Guest post by Ammar Syatbi, Data Scientist, Fares Hasan, Data Scientist, Piyush Palkar, Chief Data Officer, Carsome
Carsome is Southeast Asia’s largest integrated car ecommerce platform. With operations across Malaysia, Indonesia, Thailand, and Singapore, we aim to digitize the region’s used car industry by reshaping and elevating the car buying and selling experience. We provide end-to-end solutions to consumers and used car dealers, from car inspection to ownership transfer to financing, promising a service that is trusted, convenient and efficient. Carsome currently transacts around 100,000 cars annually and has more than 2,000 employees across all our offices.

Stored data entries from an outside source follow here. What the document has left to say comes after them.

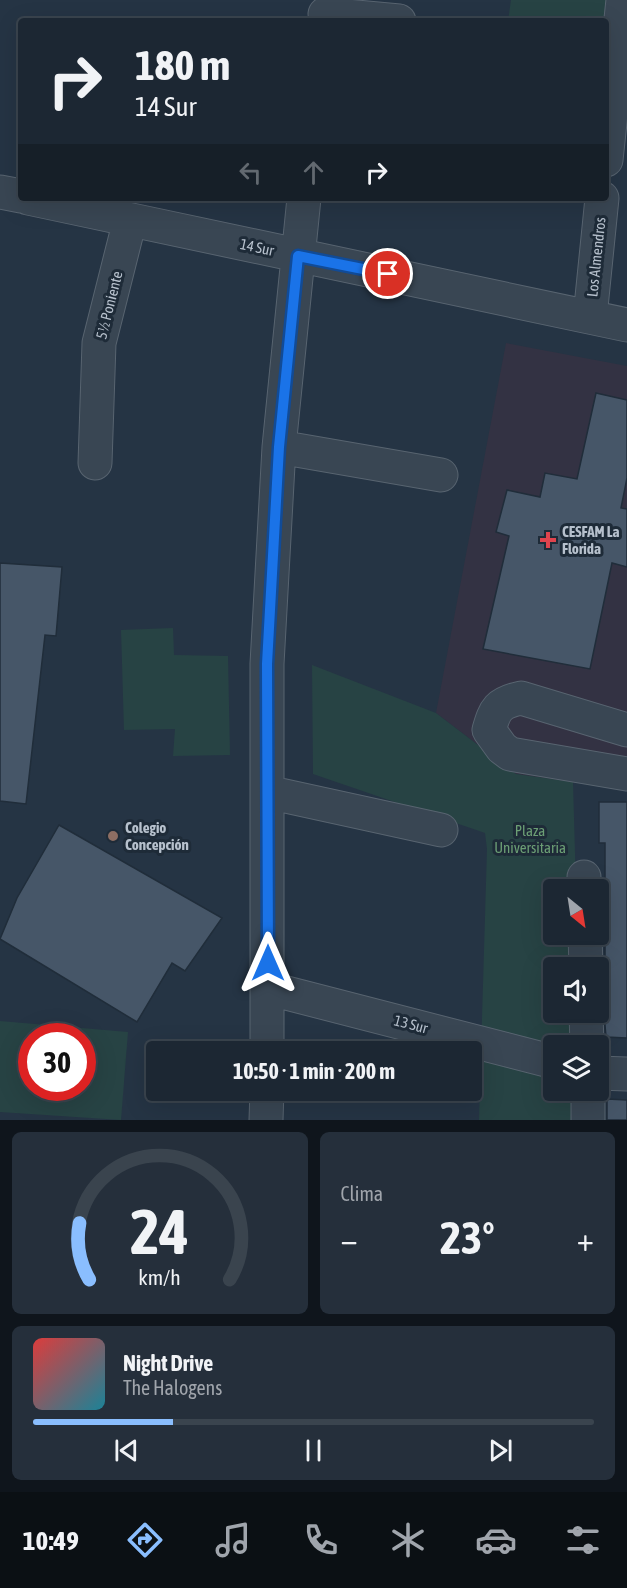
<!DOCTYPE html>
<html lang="es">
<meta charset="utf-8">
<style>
body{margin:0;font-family:"Asap Condensed",sans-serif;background:#252f3b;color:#f1f3f6;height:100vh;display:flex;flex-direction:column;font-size:22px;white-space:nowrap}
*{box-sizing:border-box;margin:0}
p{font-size:20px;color:#a0a5ac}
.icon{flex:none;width:33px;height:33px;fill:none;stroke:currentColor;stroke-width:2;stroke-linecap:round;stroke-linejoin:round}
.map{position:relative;height:1120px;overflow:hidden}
.sheet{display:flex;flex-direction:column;gap:12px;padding:12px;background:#0f151c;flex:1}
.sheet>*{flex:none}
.hud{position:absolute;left:18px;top:18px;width:591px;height:183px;border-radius:6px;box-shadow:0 6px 24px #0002,0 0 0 2px #3a444e;background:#1c2733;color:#f1f3f6;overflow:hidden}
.needle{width:39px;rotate:150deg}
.controls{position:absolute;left:543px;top:879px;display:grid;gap:12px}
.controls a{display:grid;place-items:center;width:66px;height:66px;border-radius:6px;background:#1c2733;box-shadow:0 6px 24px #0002,0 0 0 2px #3a444e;font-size:30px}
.speed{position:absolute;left:18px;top:1023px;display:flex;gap:12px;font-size:30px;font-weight:700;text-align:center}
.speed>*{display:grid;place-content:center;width:78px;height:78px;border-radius:50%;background:#1c2733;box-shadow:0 6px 24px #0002,0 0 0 2px #3a444e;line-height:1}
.speed .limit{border:9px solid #d22;background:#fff;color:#111}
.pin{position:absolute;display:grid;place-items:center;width:51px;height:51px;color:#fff;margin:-26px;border:3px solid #fff;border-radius:50%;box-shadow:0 2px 6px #0007}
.me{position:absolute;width:66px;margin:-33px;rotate:0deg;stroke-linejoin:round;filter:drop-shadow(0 0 4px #0008)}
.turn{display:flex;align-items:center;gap:21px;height:126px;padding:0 18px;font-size:27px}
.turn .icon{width:78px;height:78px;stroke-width:2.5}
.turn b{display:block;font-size:42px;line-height:51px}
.lanes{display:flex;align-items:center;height:57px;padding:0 18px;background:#0003;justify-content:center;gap:30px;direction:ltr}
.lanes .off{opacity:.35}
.big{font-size:45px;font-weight:700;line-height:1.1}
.sheet .card{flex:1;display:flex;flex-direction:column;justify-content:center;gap:9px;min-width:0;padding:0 21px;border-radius:9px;background:#252f3b}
.sheet .dial{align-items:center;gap:0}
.dial svg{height:156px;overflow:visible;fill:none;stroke:#3a444e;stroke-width:7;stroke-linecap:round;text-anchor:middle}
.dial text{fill:#f1f3f6;stroke:none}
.song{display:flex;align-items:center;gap:18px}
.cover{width:72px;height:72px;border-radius:9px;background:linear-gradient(135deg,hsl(0 70% 55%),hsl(190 70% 35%))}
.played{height:6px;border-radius:3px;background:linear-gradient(90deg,#8abefe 25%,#3a444e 25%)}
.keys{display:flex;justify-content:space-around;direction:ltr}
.heat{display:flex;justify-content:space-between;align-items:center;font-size:33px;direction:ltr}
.sheet .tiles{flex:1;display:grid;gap:12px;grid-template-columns:1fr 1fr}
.card:last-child{grid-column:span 2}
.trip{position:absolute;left:146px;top:1041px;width:336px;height:60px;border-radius:6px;background:#1c2733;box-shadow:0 6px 24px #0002,0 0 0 2px #3a444e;font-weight:700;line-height:60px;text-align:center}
.dock{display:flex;height:96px;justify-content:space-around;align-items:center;background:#0b1014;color:#a0a5ac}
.dock .icon{width:42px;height:42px}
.dock .selected{color:#8abefe}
.dock b{font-size:27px;color:#f1f3f6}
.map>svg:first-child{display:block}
.medical{fill:#333243}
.green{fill:#274344;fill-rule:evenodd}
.building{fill:#465668;stroke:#202d3a;stroke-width:1.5}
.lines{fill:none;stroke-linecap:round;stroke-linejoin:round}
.minor-casing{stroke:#586470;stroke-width:35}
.minor{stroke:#394653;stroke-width:33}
.route-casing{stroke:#114b97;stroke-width:15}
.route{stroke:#1a73e8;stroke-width:10}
.health-dot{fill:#e0444e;stroke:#1e2b38;stroke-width:2}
.education-dot{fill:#8d6e63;stroke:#1e2b38;stroke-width:2}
.labels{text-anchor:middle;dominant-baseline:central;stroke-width:6;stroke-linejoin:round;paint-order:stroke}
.street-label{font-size:15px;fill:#b7c1cd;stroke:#1e2b38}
.poi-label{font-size:15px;font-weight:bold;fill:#b7c1cd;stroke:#1e2b38;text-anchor:start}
.park-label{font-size:15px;fill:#6c9f75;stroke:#1e2b38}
</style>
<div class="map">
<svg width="627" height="1120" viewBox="0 0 627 1120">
<rect width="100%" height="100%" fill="#253444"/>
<!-- medical -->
<path class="medical" d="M506 343 627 366V790L516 774 436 713Z"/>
<!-- green -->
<path class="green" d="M511 0H613L606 21H508Z
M173 628 174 655 228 656 230 755 173 756 175 729 124 730 121 630Z
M312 665 436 713 516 774 573 782 576 889 554 890V934L577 935 578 967 554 968V1012L579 1013V1045L554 1046V1090L580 1091V1120H479L487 849 485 833 313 774Z
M0 1021 128 1032 121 1120 0 1112ZM82 1036V1088H32V1036Z"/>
<!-- building -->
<path class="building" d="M596 393 627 400V478L621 508 627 509V567L612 563 590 669 483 649 509 536 496 532 507 490 540 497 545 473 577 479Z
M0 563 62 567 56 636 45 635 26 804 0 801Z
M599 802H627V1038L606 1037 602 990 605 967V843H599Z
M59 825 222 918 185 971 172 963 137 1022 0 939 17 898Z
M607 1099 627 1100V1120H607Z"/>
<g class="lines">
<!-- minor casing -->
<g class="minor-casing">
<path id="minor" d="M325 14 399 21
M606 160 623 0
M0 192 21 196
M28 198 627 325
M590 317 602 198
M279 447 441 475
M95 463 99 343 130 220
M627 730 521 698C498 703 495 709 489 730L502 748 510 754 627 774
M267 792 441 830
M584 877V890
M585 934 586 968
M267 988 554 1062
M586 1012 587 1046
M267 1052V664L279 447 304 198
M598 1073 627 1074
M588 1090V1120
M266 1120 267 1090"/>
</g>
<!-- minor -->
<use href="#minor" class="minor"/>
</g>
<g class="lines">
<!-- route casing -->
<g class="route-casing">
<path id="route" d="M268 963 267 664 279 447 298 256 388 274"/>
</g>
<!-- route -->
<use href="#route" class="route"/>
</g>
<!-- markers -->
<path class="health-dot" d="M545 531h6v6h6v6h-6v6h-6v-6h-6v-6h6z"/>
<circle class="education-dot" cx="113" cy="836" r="6"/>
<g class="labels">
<!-- street labels -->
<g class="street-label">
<text transform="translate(257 247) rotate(12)">14 Sur</text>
<text transform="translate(596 257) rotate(-84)">Los Almendros</text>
<text transform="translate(109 305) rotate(-76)">5½ Poniente</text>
<text transform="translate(411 1024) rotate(15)">13 Sur</text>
</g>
<!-- poi labels -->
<g class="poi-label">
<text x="562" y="531">CESFAM La<tspan x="562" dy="17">Florida</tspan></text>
<text x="125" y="827">Colegio<tspan x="125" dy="17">Concepción</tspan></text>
</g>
<!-- park labels -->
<g class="park-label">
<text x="530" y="830">Plaza<tspan x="530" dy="17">Universitaria</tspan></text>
</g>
</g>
</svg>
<div class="controls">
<a><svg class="needle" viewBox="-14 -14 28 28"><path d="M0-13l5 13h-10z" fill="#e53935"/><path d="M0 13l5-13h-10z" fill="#a0a5ac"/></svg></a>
<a><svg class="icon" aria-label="sound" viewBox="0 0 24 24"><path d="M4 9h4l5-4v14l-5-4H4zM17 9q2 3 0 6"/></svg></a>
<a><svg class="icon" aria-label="layers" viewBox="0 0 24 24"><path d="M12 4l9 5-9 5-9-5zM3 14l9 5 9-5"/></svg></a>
</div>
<div class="speed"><div class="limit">30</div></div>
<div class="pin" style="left:388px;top:274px;background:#d93025"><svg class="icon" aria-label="arrive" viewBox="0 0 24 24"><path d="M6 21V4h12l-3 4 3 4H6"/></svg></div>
<svg class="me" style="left:268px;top:963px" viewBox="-20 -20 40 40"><path d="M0-17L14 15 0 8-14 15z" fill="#1a73e8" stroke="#fff" stroke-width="4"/></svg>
<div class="trip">10:50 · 1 min · 200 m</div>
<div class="hud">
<div class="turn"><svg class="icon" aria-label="right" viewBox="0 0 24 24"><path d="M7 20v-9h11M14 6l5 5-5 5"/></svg><div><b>180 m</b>14 Sur</div></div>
<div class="lanes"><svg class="icon off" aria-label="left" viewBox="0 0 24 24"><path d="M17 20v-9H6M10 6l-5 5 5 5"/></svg><svg class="icon off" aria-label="ahead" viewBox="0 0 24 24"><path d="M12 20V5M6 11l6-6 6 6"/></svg><svg class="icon" aria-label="right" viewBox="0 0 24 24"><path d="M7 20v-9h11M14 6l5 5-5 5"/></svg></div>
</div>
</div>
<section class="sheet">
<div class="tiles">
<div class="card dial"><svg viewBox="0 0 100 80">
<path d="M14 69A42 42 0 1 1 86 69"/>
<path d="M14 69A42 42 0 0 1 9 40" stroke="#8abefe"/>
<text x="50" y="56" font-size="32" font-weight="700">24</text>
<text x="50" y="72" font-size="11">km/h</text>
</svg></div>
<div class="card"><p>Clima</p>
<div class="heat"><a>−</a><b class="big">23°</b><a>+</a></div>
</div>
<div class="card">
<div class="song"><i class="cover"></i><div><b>Night Drive</b><p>The Halogens</p></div></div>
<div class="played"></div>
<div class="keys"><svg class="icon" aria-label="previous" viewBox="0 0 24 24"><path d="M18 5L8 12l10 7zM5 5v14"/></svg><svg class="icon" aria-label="pause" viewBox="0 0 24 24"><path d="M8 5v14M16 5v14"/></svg><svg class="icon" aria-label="next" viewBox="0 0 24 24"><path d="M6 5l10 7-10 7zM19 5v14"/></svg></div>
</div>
</div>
</section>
<nav class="dock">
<b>10:49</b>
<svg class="icon selected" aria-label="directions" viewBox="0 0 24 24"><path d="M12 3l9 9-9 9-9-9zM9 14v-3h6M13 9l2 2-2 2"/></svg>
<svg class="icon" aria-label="music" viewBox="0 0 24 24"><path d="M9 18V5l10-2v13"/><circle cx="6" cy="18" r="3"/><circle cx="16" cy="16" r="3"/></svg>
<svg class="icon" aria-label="phone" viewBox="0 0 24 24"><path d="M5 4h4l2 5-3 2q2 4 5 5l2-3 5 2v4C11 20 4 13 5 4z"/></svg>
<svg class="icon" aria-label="climate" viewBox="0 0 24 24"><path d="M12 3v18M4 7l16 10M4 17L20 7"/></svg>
<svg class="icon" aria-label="car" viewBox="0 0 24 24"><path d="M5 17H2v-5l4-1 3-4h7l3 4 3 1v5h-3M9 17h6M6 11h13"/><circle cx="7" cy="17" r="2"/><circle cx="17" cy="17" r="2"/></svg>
<svg class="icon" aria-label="filters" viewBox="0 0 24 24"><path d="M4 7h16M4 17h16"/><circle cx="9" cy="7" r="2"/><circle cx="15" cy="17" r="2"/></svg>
</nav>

The value Carsome wants to achieve by innovation in this sector goes in two ways. First, it’s important for us that our customers have an excellent experience when they use our service, so the innovation we bring must keep the good work up and carry on making it better. Second, our operations will be more efficient and evolve to manage our growth plans.
Streamlining Inspections with Machine Learning
At Carsome, we understand the importance of thorough checks to offer the best prices and build buyer confidence. Typically, a car takes up to 30 minutes of inspection where our professional inspector will generate 175 points and take pictures annotating various notes about the car condition and appearance. As our business has grown rapidly, it’s critical to streamline this process while maintaining high quality.
Inspection is a strategic step in the car journey, and we are aware of the sheer innovation this step deserves to pioneer and transform the industry. For instance, among the images taken will be front and back images of the car where the inspector has to manually blur the car plate numbers to preserve the privacy of our customers. This small part takes time though a few minutes only but it adds up when you have 100 cars and execution takes place on the small screen of a phone, which is less than ideal.
There are several ongoing efforts to transform this segment of the journey leveraging artificial intelligence (AI) and machine learning (ML). The team has proposed automation of the process with deep learning, completely freeing the inspector from the arduous work of blurring the car plate numbers from images manually and saving the time spent doing this. This will increase the inspection capacity and efficiency in terms of the number of cars the inspector can inspect. There have been several use cases on this front and our small prototype propelled the plans to go ahead and bring artificial intelligence into the center of the inspection process.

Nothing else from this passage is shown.